Comment ce livre n’a pas fait l’unanimité et tant mieux, donnant plus de piments à nos échanges ! 3 camps se distinguent : pas aimé ; moyennement apprécié ; plaisir à cette lecture. 

L’écriture s’inscrit dans cette mode des phrases courtes et simples, où la complexité des sentiments apparaît dans ce qui n’est pas explicité. Ce genre dépouillé peut plaire, parfois frustrer, parfois lasser. L’écriture se déploie exceptionnellement, presque avec une certaine emphase, comme pour souligner l’importance du symbole. Le style a été trouvé agréable, surprenant, percutant, lourd, ennuyeux, genre dissertation de collège, plaisant ou décevant, pratiquant la distanciation à la Duras sans en avoir l’habileté. Même si au début le style transpire l’ennui, on s’aperçoit qu’au fil des pages, il ne s’agit pas de l’ennui banal et triste mais plutôt de celui qu’on ne sait plus vivre aujourd’hui, celui que l’on combat avec toutes sortes d’envie de faire, de s’occuper, de meubler ! Jeanne s’ennuie et aime s’ennuyer ou alors est-elle bercée et emportée par ses rêveries ? 

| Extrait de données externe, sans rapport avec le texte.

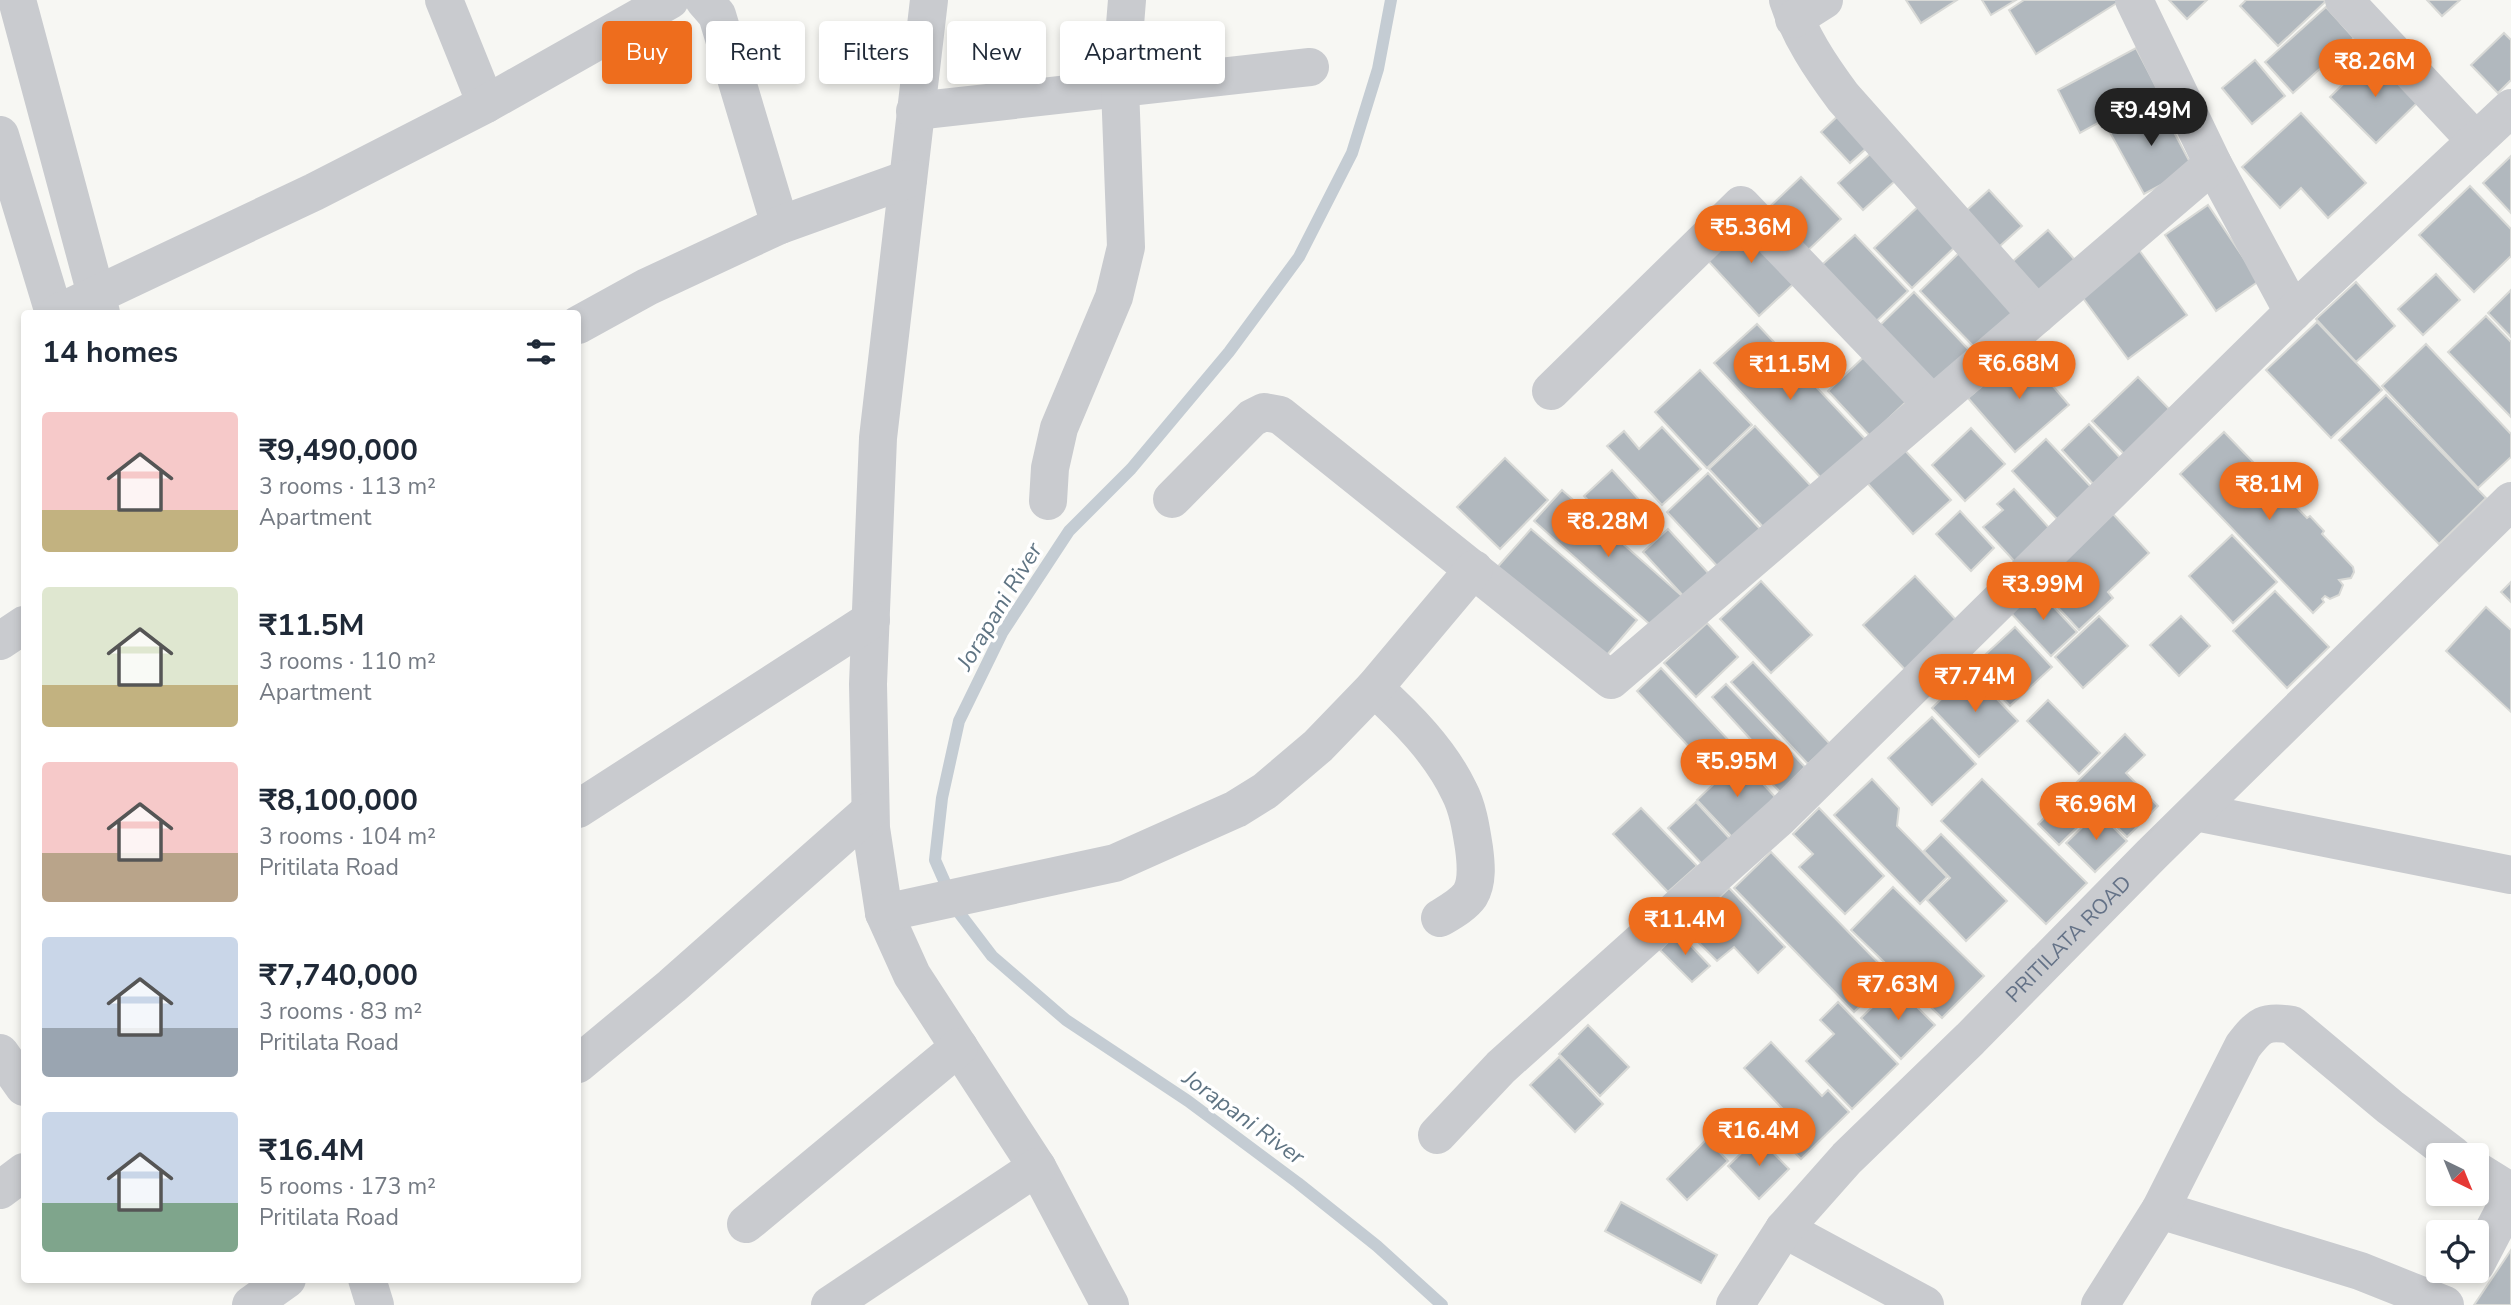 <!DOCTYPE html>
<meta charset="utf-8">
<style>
:root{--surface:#fff;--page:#f2f2f3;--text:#1f2937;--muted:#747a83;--accent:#ee6d1d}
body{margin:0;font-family:"Nunito Sans",sans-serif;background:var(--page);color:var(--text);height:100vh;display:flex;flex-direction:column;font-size:26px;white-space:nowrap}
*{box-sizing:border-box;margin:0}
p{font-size:23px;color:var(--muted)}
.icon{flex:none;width:38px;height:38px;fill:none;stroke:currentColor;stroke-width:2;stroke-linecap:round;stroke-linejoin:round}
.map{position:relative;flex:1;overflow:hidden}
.drawer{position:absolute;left:21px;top:310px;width:560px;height:973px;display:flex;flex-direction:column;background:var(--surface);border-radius:7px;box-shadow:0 4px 10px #0003}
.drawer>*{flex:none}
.guide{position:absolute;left:602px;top:21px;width:665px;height:63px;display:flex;gap:14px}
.needle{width:46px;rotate:137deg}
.buttons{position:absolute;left:2426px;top:1143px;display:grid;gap:14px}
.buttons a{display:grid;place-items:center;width:63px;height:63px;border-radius:7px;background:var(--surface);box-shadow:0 4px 10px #0003;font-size:35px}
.price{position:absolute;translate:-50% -60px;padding:0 16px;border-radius:24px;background:var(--accent);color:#fff;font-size:23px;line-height:46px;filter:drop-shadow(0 2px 4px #0008)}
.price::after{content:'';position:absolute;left:50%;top:42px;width:21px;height:16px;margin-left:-10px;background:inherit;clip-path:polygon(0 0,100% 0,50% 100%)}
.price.selected{background:#222;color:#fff}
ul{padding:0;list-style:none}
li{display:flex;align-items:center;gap:21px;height:175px;padding:0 21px}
li span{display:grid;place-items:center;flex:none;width:196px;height:140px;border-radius:7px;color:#555}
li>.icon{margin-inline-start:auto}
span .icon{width:84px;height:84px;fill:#fffc;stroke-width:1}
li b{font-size:30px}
h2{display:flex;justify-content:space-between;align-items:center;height:84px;padding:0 21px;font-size:30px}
.tag{padding:0 24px;border-radius:7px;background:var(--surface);box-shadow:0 4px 10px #0003;font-size:24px;line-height:63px}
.tag.selected{background:var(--accent);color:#fff}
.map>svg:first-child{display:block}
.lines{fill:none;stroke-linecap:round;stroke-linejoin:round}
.stream{stroke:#c4ccd3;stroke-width:12}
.building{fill:#b1b8be;stroke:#d8d9d6;stroke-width:2}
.minor{stroke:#c9cbcf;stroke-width:38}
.tertiary{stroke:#c9cbcf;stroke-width:38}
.labels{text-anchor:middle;stroke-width:7;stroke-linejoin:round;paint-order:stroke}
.street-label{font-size:21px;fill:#647287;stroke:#fff}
.water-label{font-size:23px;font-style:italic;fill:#5f7483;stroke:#fff}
</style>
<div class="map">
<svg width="2511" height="1305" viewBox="0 0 2511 1305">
<rect width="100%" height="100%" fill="#f7f7f3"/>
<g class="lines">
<polyline class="stream" points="1391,0 1378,69 1352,153 1299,257 1229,352 1131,469 1069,531 1002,633 959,721 942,798 935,860 957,910 992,956 1066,1020 1188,1101 1298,1183 1377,1246 1442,1305"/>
</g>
<g class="building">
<polygon points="1906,0 1957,0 1921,23"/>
<polygon points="1982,0 2016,0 1991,15"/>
<polygon points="2024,0 2120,0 2120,1 2036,54 2009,10"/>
<polygon points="2169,0 2207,0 2187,19"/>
<polygon points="2246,0 2324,0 2325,2 2278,46 2240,6"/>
<polygon points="2427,0 2460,0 2442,16"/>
<polygon points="2326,7 2354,38 2293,93 2265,62"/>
<polygon points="2504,33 2511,40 2511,80 2498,93 2471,65"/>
<polygon points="2136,48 2158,90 2080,133 2058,90"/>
<polygon points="2374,54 2420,100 2376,143 2330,97"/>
<polygon points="2255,60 2285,96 2252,124 2222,88"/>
<polygon points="2158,102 2193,168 2144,194 2108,129"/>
<polygon points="1841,113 1870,145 1850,163 1821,132"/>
<polygon points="2301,113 2366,183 2328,218 2301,188 2280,208 2242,167"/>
<polygon points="1871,153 1896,180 1863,210 1838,183"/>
<polygon points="2511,156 2511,213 2483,183"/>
<polygon points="1801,177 1841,219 1800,258 1760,216"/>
<polygon points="2470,186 2511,229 2511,256 2474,292 2419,235"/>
<polygon points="1989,190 2022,226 1989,256 1956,220"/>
<polygon points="1921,204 1958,244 1912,288 1874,248"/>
<polygon points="2208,205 2259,281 2216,311 2165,235"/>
<polygon points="1743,213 1802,276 1759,316 1701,253"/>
<polygon points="2048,230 2075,260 2030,299 2004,269"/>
<polygon points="1855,235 1908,291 1869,328 1815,271"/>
<polygon points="2139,250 2187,315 2128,359 2080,294"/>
<polygon points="1959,253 2015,311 1976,349 1920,291"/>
<polygon points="2436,274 2460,300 2423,335 2398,309"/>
<polygon points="2356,282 2395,326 2356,362 2316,319"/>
<polygon points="2511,290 2511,337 2488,313"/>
<polygon points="1914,292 1971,352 1929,391 1873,332"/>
<polygon points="2486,316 2511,342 2511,417 2448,352"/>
<polygon points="2317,322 2382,390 2331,438 2266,370"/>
<polygon points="1757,324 1866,440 1823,480 1714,363"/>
<polygon points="2426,344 2511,434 2511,457 2478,488 2382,386"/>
<polygon points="2023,351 2069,405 2015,452 1968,398"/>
<polygon points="1868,353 1910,398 1870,436 1828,391"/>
<polygon points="1700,370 1752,425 1707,468 1655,412"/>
<polygon points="2138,377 2174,414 2128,458 2092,421"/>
<polygon points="2386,395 2486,498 2439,544 2339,440"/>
<polygon points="2089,424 2123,461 2095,486 2062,450"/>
<polygon points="1755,426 1812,487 1766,530 1709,469"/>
<polygon points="1662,427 1701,469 1662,505 1607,446 1624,431 1639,449"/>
<polygon points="1971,428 2005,464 1965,501 1932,465"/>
<polygon points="2224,432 2307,518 2310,516 2324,531 2322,534 2353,567 2354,572 2351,578 2339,580 2343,585 2339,595 2330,599 2325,596 2322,599 2324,602 2313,613 2180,474"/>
<polygon points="2046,439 2092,488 2058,520 2012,471"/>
<polygon points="1899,444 1951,500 1913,534 1862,477"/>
<polygon points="1505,458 1548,500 1500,549 1457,507"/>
<polygon points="1612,470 1650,512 1623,538 1584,496"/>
<polygon points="1708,473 1761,530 1720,569 1667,512"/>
<polygon points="2014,489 2051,530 2016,563 1983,527 2003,510 1997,504"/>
<polygon points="1562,490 1682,596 1654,628 1534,521"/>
<polygon points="1960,511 1994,548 1971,571 1936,534"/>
<polygon points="2113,514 2149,553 2108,592 2113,598 2079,630 2037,585"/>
<polygon points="1531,529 1637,620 1600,663 1494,571"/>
<polygon points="1668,529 1711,576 1686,599 1643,552"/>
<polygon points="2232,535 2277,582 2233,623 2189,576"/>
<polygon points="1915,576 1959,623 1911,676 1863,625"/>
<polygon points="1761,581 1812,635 1771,673 1720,619"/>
<polygon points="2511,582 2511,602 2501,592"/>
<polygon points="2035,587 2077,632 2051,656 2009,611"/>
<polygon points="2275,591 2329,647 2287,688 2233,631"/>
<polygon points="2486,607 2511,630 2511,712 2446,651"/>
<polygon points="2099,616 2128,646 2083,688 2055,657"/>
<polygon points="2181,616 2210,646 2179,676 2150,645"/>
<polygon points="1707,623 1738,657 1696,697 1664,663"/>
<polygon points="2015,627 2052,667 2010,706 1973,666"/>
<polygon points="1753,662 1830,744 1808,764 1731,682"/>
<polygon points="1661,668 1732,744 1707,766 1637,691"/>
<polygon points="1970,671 2018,721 1979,757 1932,708"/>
<polygon points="1726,684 1805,767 1780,792 1743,753 1754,743 1712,697"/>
<polygon points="2048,700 2100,753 2079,774 2027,721"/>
<polygon points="1932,717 1976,764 1932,805 1888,758"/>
<polygon points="2125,734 2145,755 2126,773 2158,806 2127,837 2075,784"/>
<polygon points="1740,759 1776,798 1733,838 1697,800"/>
<polygon points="1872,779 1899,808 1897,826 1947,877 1920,904 1834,815"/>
<polygon points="1982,779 2087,883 2046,924 1941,821"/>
<polygon points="2071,792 2092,813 2059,845 2038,824"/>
<polygon points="1696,802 1731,840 1703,865 1668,828"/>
<polygon points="1641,808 1697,866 1668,892 1613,834"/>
<polygon points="1819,808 1884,876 1845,914 1799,867 1813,854 1793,834"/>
<polygon points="2098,812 2127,841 2095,872 2066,843"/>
<polygon points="1941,834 2007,901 1966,941 1927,900 1950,878 1924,851"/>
<polygon points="1771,852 1891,976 1854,1012 1734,888"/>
<polygon points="1893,887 1984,976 1942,1018 1851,930"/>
<polygon points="1729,888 1785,947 1758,973 1734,947 1717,961 1686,930"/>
<polygon points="1678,932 1710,966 1692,982 1660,950"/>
<polygon points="1895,985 1935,1025 1901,1059 1861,1018"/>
<polygon points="1838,1002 1898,1064 1852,1109 1806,1061 1834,1034 1820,1020"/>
<polygon points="1588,1025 1629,1067 1600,1096 1559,1054"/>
<polygon points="1771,1042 1822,1096 1828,1090 1849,1112 1801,1159 1780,1138 1796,1123 1744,1068"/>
<polygon points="1559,1057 1603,1104 1575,1132 1530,1085"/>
<polygon points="1758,1137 1789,1169 1759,1199 1728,1166"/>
<polygon points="1707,1139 1728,1161 1687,1200 1667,1179"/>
<polygon points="1621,1202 1717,1255 1701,1283 1605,1231"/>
<polygon points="2511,1250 2511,1305 2474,1305"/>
</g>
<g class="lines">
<g class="minor">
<polyline points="17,0 101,313"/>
<polyline points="444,0 486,104"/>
<polyline points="704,0 717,15 780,225"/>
<polyline points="929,0 878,438 868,684 871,828 884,913 912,975 1037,1167 1110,1305"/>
<path d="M1788 0C1800 36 1820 66 1843 97L2037 315"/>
<polyline points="2134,0 2213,164 2293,312"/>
<polyline points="2344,0 2476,141"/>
<polyline points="1794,19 1824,0"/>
<polyline points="915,111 1310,67"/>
<polyline points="0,135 54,313"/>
<polyline points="58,313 314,192 486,104 670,0"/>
<polyline points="578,325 647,287 780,225 908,179"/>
<polyline points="1551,391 1741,205 1932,404"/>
<polyline points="1172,499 1252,418 1264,412 1280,415 1611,680 2213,164"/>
<polyline points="1048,501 1050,468 1059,428 1114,297 1126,247 1120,87 1127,0"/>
<polyline points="0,641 24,625"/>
<path d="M1374 688C1406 717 1440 751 1459 791 1468 808 1471 829 1474 848 1476 863 1478 882 1470 895 1463 905 1450 912 1440 918"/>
<polyline points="578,809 871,620"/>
<polyline points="2196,812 2511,875"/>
<polyline points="884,913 1115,863 1236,809 1265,791 1318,746 1374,688 1474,569"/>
<polyline points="0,1053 24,1087"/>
<polyline points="578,1064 672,986 870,811"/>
<polyline points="1437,1135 1501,1067 1780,817 2293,312 2511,108"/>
<polyline points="2476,1170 2511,1192"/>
<polyline points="0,1190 24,1172"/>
<polyline points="2160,1210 2360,1271 2445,1305"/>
<polyline points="746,1224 959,1047"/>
<polyline points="1784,1229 1925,1305"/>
<polyline points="2476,1264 2511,1197"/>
<polyline points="367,1279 375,1305"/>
<polyline points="251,1305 287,1279"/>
<polyline points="830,1305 1037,1167"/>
<path d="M2100 1305 2160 1210 2243 1046C2259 1025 2265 1020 2292 1025L2390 1107 2453 1155"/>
</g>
<path class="tertiary" id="s1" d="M1735 1305 1784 1229 1847 1158 1970 1039 2151 855 2511 501"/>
</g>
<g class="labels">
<g class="street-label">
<text dy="7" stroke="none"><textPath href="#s1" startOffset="497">PRITILATA ROAD</textPath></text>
</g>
<g class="water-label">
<text transform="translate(999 606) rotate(-59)" y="8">Jorapani River</text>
<text transform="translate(1244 1117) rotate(36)" y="8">Jorapani River</text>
</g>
</g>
</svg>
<div class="buttons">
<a><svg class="needle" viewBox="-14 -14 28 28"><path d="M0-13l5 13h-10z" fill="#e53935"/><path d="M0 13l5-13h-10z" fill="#747a83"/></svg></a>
<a><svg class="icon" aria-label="locate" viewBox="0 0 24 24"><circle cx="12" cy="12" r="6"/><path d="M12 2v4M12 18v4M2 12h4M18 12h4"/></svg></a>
</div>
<b class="price" style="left:2375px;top:99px">₹8.26M</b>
<b class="price selected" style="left:2151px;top:148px">₹9.49M</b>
<b class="price" style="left:1751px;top:265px">₹5.36M</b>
<b class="price" style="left:2019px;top:401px">₹6.68M</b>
<b class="price" style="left:1790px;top:402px">₹11.5M</b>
<b class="price" style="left:2269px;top:522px">₹8.1M</b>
<b class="price" style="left:1608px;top:559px">₹8.28M</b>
<b class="price" style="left:2043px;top:622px">₹3.99M</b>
<b class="price" style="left:1975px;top:714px">₹7.74M</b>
<b class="price" style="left:1737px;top:799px">₹5.95M</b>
<b class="price" style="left:2096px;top:842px">₹6.96M</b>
<b class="price" style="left:1685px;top:957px">₹11.4M</b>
<b class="price" style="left:1898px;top:1022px">₹7.63M</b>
<b class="price" style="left:1759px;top:1168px">₹16.4M</b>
<div class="guide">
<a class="tag selected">Buy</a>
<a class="tag">Rent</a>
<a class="tag">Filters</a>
<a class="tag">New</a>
<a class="tag">Apartment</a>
</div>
<section class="drawer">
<h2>14 homes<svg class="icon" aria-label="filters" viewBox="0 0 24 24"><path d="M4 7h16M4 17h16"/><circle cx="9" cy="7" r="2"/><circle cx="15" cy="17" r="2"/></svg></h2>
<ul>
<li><span style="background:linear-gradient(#f6c9c9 70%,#c2b280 0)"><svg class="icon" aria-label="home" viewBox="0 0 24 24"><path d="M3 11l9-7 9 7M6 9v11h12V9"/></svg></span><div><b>₹9,490,000</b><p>3 rooms · 113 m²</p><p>Apartment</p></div></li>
<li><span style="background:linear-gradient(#dfe7d0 70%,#c2b280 0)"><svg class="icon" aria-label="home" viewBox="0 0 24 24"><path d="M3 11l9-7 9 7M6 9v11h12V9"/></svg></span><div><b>₹11.5M</b><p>3 rooms · 110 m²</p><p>Apartment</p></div></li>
<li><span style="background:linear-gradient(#f6c9c9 65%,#b9a48a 0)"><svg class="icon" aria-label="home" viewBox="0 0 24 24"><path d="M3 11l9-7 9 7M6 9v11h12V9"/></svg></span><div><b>₹8,100,000</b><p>3 rooms · 104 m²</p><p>Pritilata Road</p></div></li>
<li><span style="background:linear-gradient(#c9d6e8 65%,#9aa5b1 0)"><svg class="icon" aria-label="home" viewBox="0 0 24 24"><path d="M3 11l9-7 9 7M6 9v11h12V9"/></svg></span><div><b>₹7,740,000</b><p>3 rooms · 83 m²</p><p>Pritilata Road</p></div></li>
<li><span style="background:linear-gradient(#c9d6e8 65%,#7fa58c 0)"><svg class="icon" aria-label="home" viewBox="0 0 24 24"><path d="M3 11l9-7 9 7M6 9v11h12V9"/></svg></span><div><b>₹16.4M</b><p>5 rooms · 173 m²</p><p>Pritilata Road</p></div></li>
</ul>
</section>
</div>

Un beau roman d’amour, facile à lire, tout en progression qui coule comme la vie et trace l’histoire de 2 femmes à un moment crucial de leurs vies. Tout le thème de l’ambivalence, de la dualité y est exposé, tout les oppose et pourtant amies, elles sont comme les 2 faces d’une même pièce. Jeanne est d’une nature heureuse, curieuse et rêveuse, tout l’émerveille, une vie bien rangée, un mari aimant et présent, 2 filles sympathiques et qui réussissent, une vie ordinaire, bien organisée, un emploi bien cadré, employée de  bureau, mais sa folie c’est cette passion pour son antithèse, Marina, et le fait de suivre des inconnus et jusqu’où va l’emporter ses rêveries ! Suzanne est malheureuse, râleuse, persécutée, vie décousue et éclatée, sans enfant, larguée par son mari qu’elle voudrait récupérer, un boulot inintéressant, passionnée par rien, sans argent ! Une belle amitié entre elles. 

Jeanne, une femme banale, d’origine simple, mène une vie commune dans une famille ordinaire ! Mais comme sur la couverture, cette femme a une double facette : une vie de fonctionnaire rythmée et ordonnée, où l’ennui semble être présent, évoluant entre un mari attentionné et une famille vivant à la campagne ; une autre facette où une partie d’elle-même est emportée par son imaginaire : suivre des gens au hasard, regarder les trains, imaginer les personnes et leurs vies, observer la nature, le renard, remarquer les mains, compter ; elle se laisse vivre à travers ses rêves jusqu’à s’identifier et vivre par procuration à travers Marina Abramovic, artiste déjantée, hors du commun, qui, lors d’expositions, pratique des actes très dangereux pour transcender ses peurs et devenir libre.  

L’auteur, à travers une histoire banale, a su retracer la beauté du quotidien, même dans la routine et le rituel (le couvert, le déjeuner du dimanche chez les parents, le train) et montrer l’introspection de Jeanne et sa sensibilité (Zoé probablement autiste, son amie en détresse, son lien fort avec sa M’mé qui dit «la gourmandise est un pêché et l’esprit doit être plus fort que le corps» et en même temps «la chute n’est pas une faute, l’important c’est de progresser»). Même sur un sujet aussi mince où la vie ordinaire monotone est rythmée par des habitudes, l’auteur est capable de construire des personnages intéressants, de disserter sur la vie de Jeanne : un personnage attachant qui aime la vie et s’invente une autre vie à travers 2 symboles, le cadre de Marina et le suivi hasardeux de gens ce qui va l’amener à la rencontre de Martin. Cette rencontre va éveiller son désir qui se concrétise jusqu’au moment du choix, partir au Japon ou rester ! Et finalement « Jeanne se sentait enfin en équilibre, comme lorsque, en de très rares et brèves occasions, ce que l’on est, parvient à rejoindre ce que l’on croit être, et se noue à ce que l’on fait ». Avoir le choix est une belle liberté ! 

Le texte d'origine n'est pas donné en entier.